Facts about Spiny Lobster, "Scientific name for Spiny Lobster is Panulirus interruptus". The Spiny Lobster is one among the 60 varieties of achelate crustaceans, which comes from the Palinuridae family. The Spiny Lobster are also called as the Langouste Lobster or Rock lobsters, and the Spiny Lobster are largely found in New Zealand, Australia, The Bahamas and South Africa. Occasionally, these lobsters are also called as sea crayfish, crayfish, or craw-fish. The Spiny Lobster can be seen in approximately all warm oceans, as well as the Mediterranean Sea and the Caribbean Sea, but they are particularly widespread in South Africa and in Australasia, where they are commonly called as sea crayfish or crayfish. The Spiny lobster is safe to eat and they are an economically important food resource. The Spiny Lobster are the major food export of the Bahamas.

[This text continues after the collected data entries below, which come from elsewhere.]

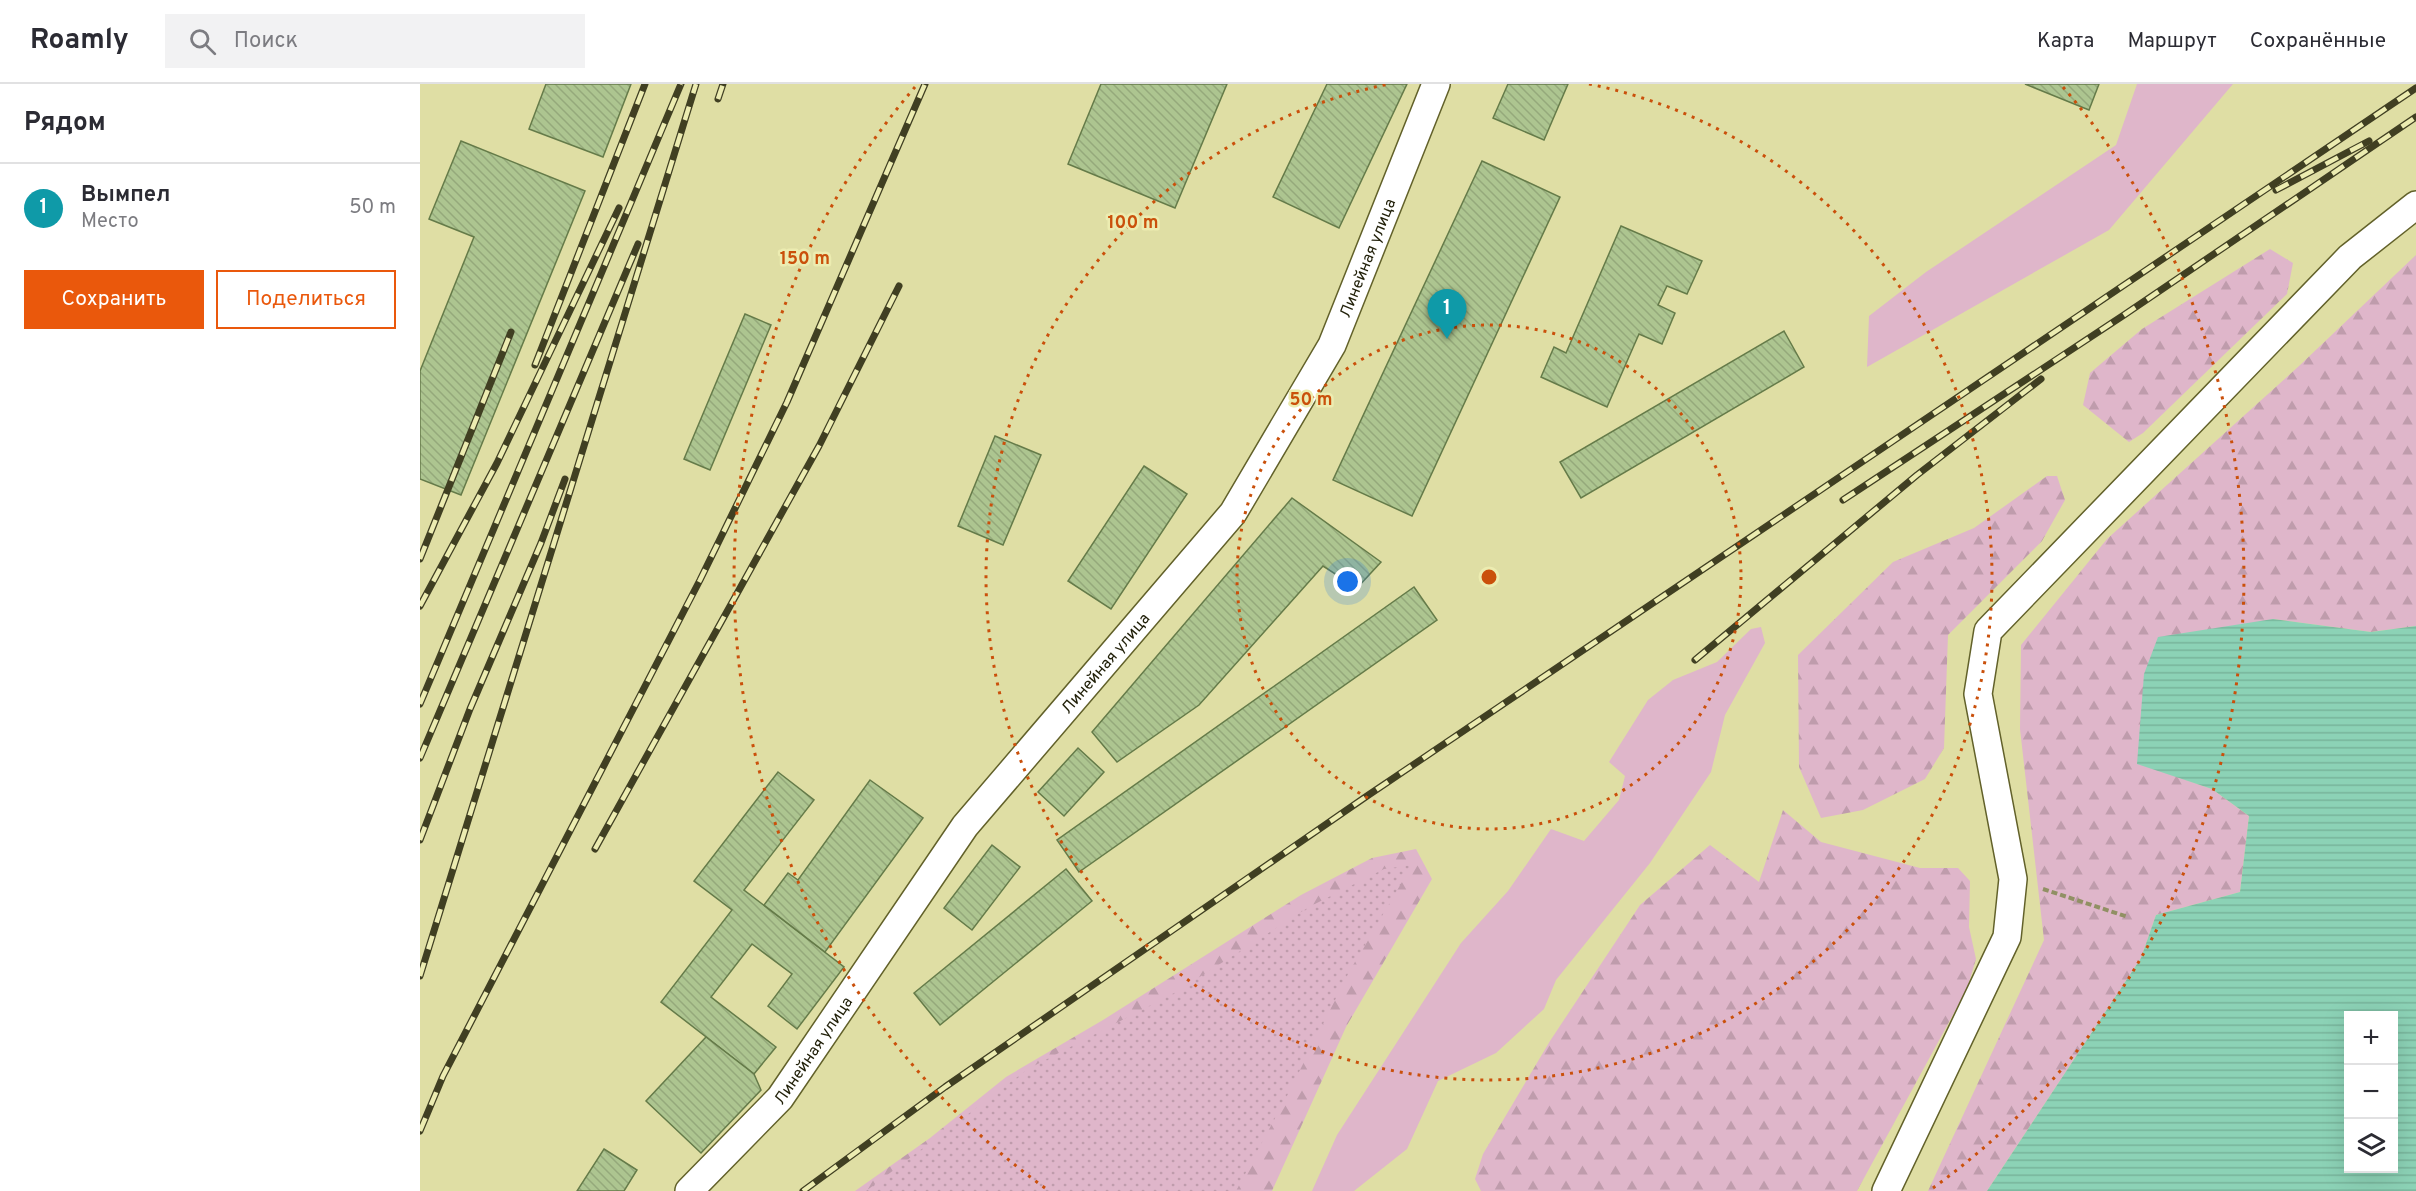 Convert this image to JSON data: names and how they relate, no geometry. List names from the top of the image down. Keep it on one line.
{"streets":{"street":["Линейная улица"]},"page":{"header":"Roamly","search":"Поиск","nav":["Карта","Маршрут","Сохранённые"],"heading":"Рядом","list":[{"mark":"1","name":"Вымпел","note":"Место","value":"50 m"}],"buttons":["Сохранить","Поделиться"],"pins":"1","map_buttons":["+","−"]},"rings":["100 m","150 m","50 m"]} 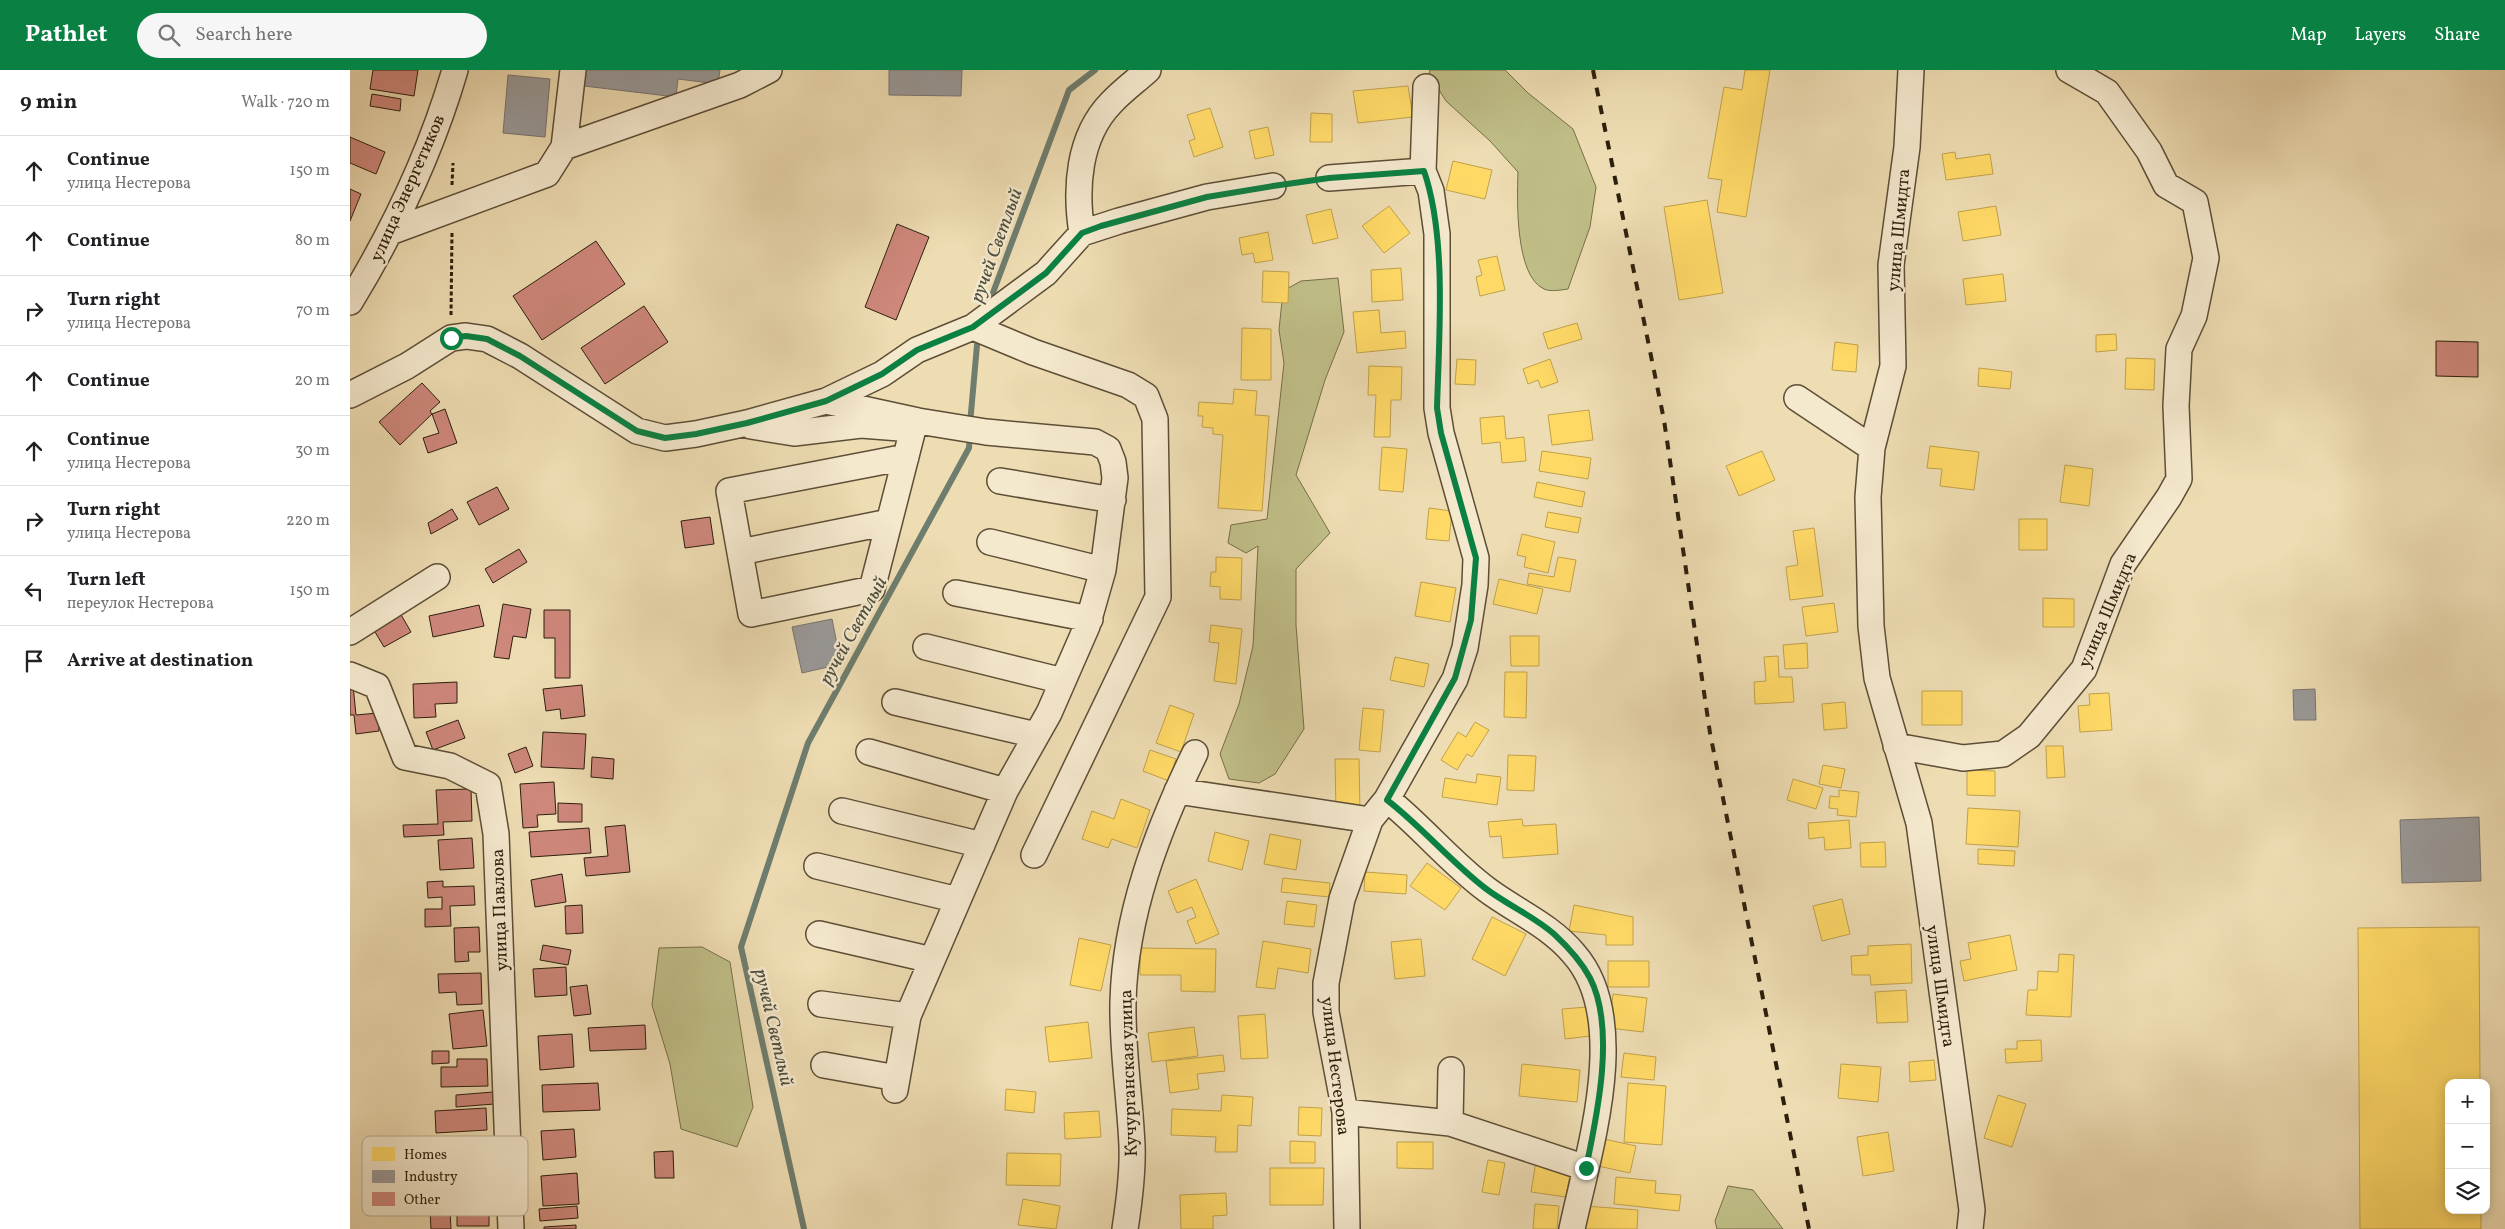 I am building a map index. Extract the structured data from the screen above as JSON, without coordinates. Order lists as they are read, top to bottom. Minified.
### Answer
{"streets":{"street":["улица Энергетиков","улица Шмидта","улица Павлова","улица Нестерова","Кучурганская улица"]},"water":["ручей Светлый"],"legend":["Homes","Industry","Other"],"page":{"header":"Pathlet","search":"Search here","nav":["Map","Layers","Share"],"heading":["9 min","Walk · 720 m"],"list":[["Continue","улица Нестерова","150 m"],["Continue","80 m"],["Turn right","улица Нестерова","70 m"],["Continue","20 m"],["Continue","улица Нестерова","30 m"],["Turn right","улица Нестерова","220 m"],["Turn left","переулок Нестерова","150 m"],"Arrive at destination"],"map_buttons":["+","−"]}} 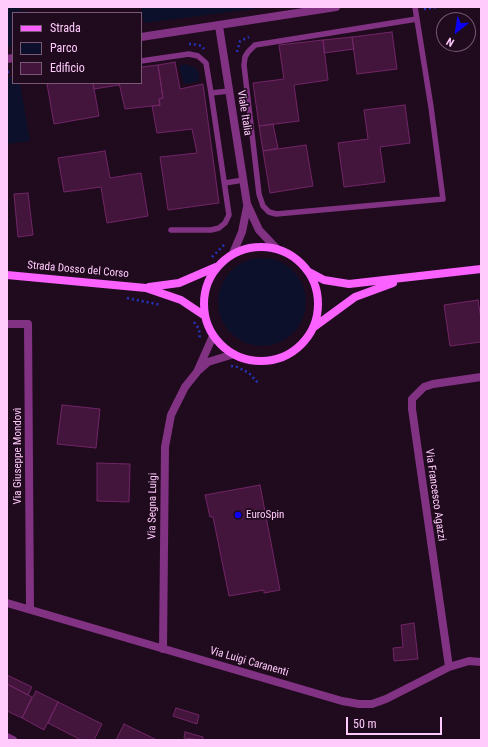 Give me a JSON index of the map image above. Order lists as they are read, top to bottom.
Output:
{
  "streets": {
    "main road": ["Strada Dosso del Corso"],
    "street": [
      "Viale Italia",
      "Via Giuseppe Mondovì",
      "Via Francesco Agazzi",
      "Via Segna Luigi",
      "Via Luigi Caranenti"
    ]
  },
  "crossings": [
    ["Viale Italia", "Strada Dosso del Corso"],
    ["Viale Italia", "Via Segna Luigi"],
    ["Strada Dosso del Corso", "Via Segna Luigi"],
    ["Via Giuseppe Mondovì", "Via Luigi Caranenti"],
    ["Via Francesco Agazzi", "Via Luigi Caranenti"],
    ["Via Segna Luigi", "Via Luigi Caranenti"]
  ],
  "places": ["EuroSpin"],
  "legend": ["Strada", "Parco", "Edificio"],
  "scale_bar": "50 m",
  "north": "bottom left"
} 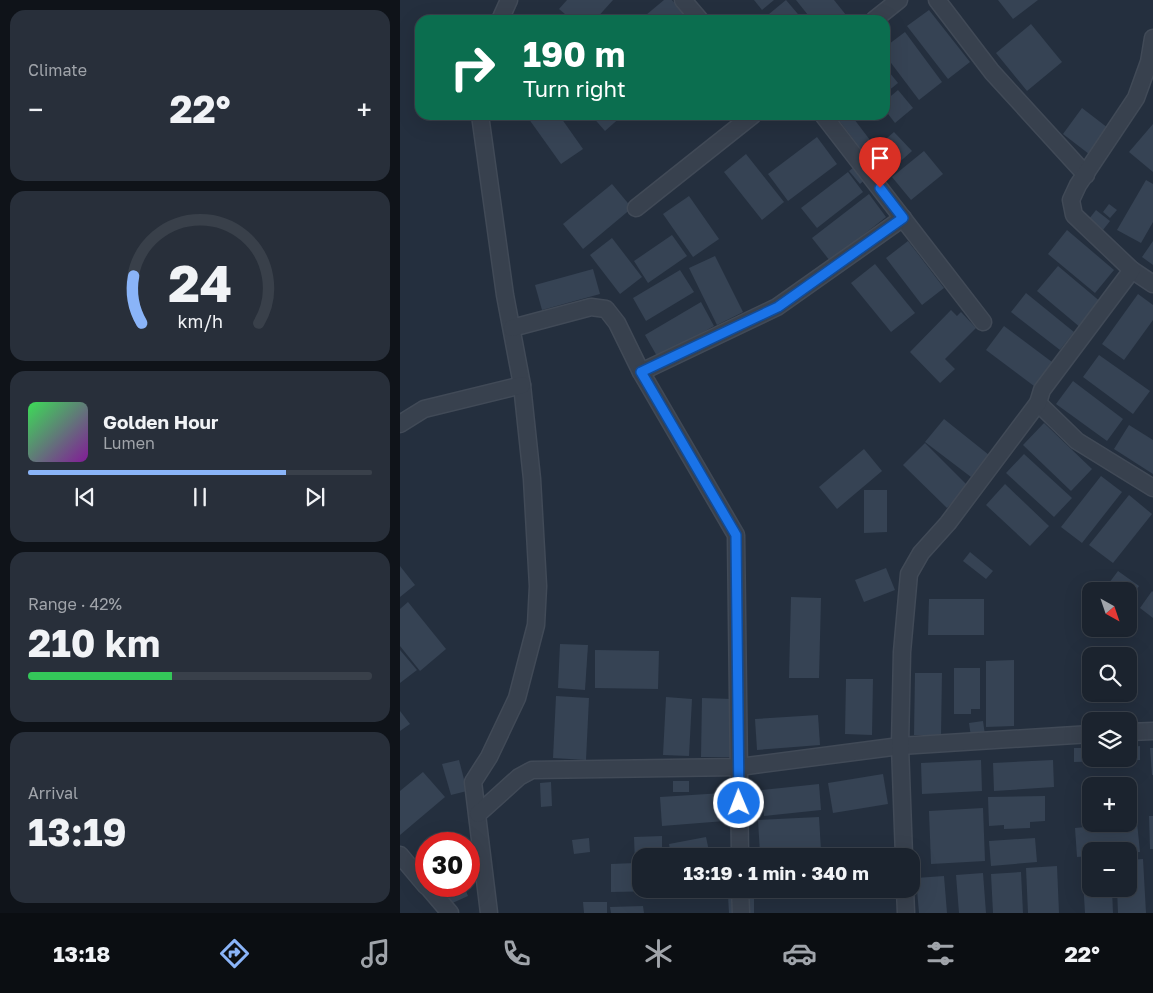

The Spiny lobster can be easily differentiated from true lobsters through their elongated, thick, thorny antenna, through the lack of claws on the initial four pairs of walking legs. However, the female Spiny Lobsters boast a small claw on their fifth pair and by a principally focused larval stage called phyllosoma. True lobsters boast much smaller head and claws on their primary three pairs of legs, with the initial being mostly enlarged.
Characteristically, the Spiny lobster has a somewhat compressed carapace, missing any lateral edges. Their antenna is short of a scaphocerite, the compressed exopod of the antenna. This is combined to the epistome, which is a plate between the Spiny Lobster labrum and the basis of their antenna. The flagellum, over the antenna, is fat, tapering and extremely long. The ambulatory legs of the Spiny Lobster end in chelae or claws.
The Spiny Lobsters use to make rasping sounds to prevent predators. The sound is made by frictional vibrations through slipping and sticking, like rubber materials descending against hard surfaces. Though many insects employ frictional vibration mechanisms to make a sound, this particular audio mechanism of the Spiny Lobster is distinctive in the animal kingdom. Notably, the system does not count on the rigidity of the exoskeleton, as several other arthropod noises do, signifying that the the Spiny Lobsters can keep on to make the deterrent sounds even during the period after a molt while they are most susceptible.
The Spiny Lobster mostly feeds on clams, snails, sea urchins and crabs.
Mostly, the Spiny Lobster prefers to live in coral reefs and crevices of rocks, only rarely venturing out at nighttime to look for food. Occasionally, the Spiny Lobster travel in extremely large groups in extended files of lobsters across the sea ground. The length of these lineups may be in excess of 50 lobsters. The Spiny Lobster navigate by making use of the smell and flavor of natural matter in the water that vary in dissimilar parts of the sea. They are also capable of navigating by detecting the magnetic field of the earth. The Spiny Lobster keep jointly in contact, using their elongated antenna. Prospective predators may be discouraged from eating these lobsters by a loud scream made by their antenna by rubbing against a soft part of their exoskeleton. Usually, the Spiny Lobsters show social habit by moving and living collectively. However, some healthy lobsters diverge from contaminated ones leaving the unhealthy lobsters to take care of themselves.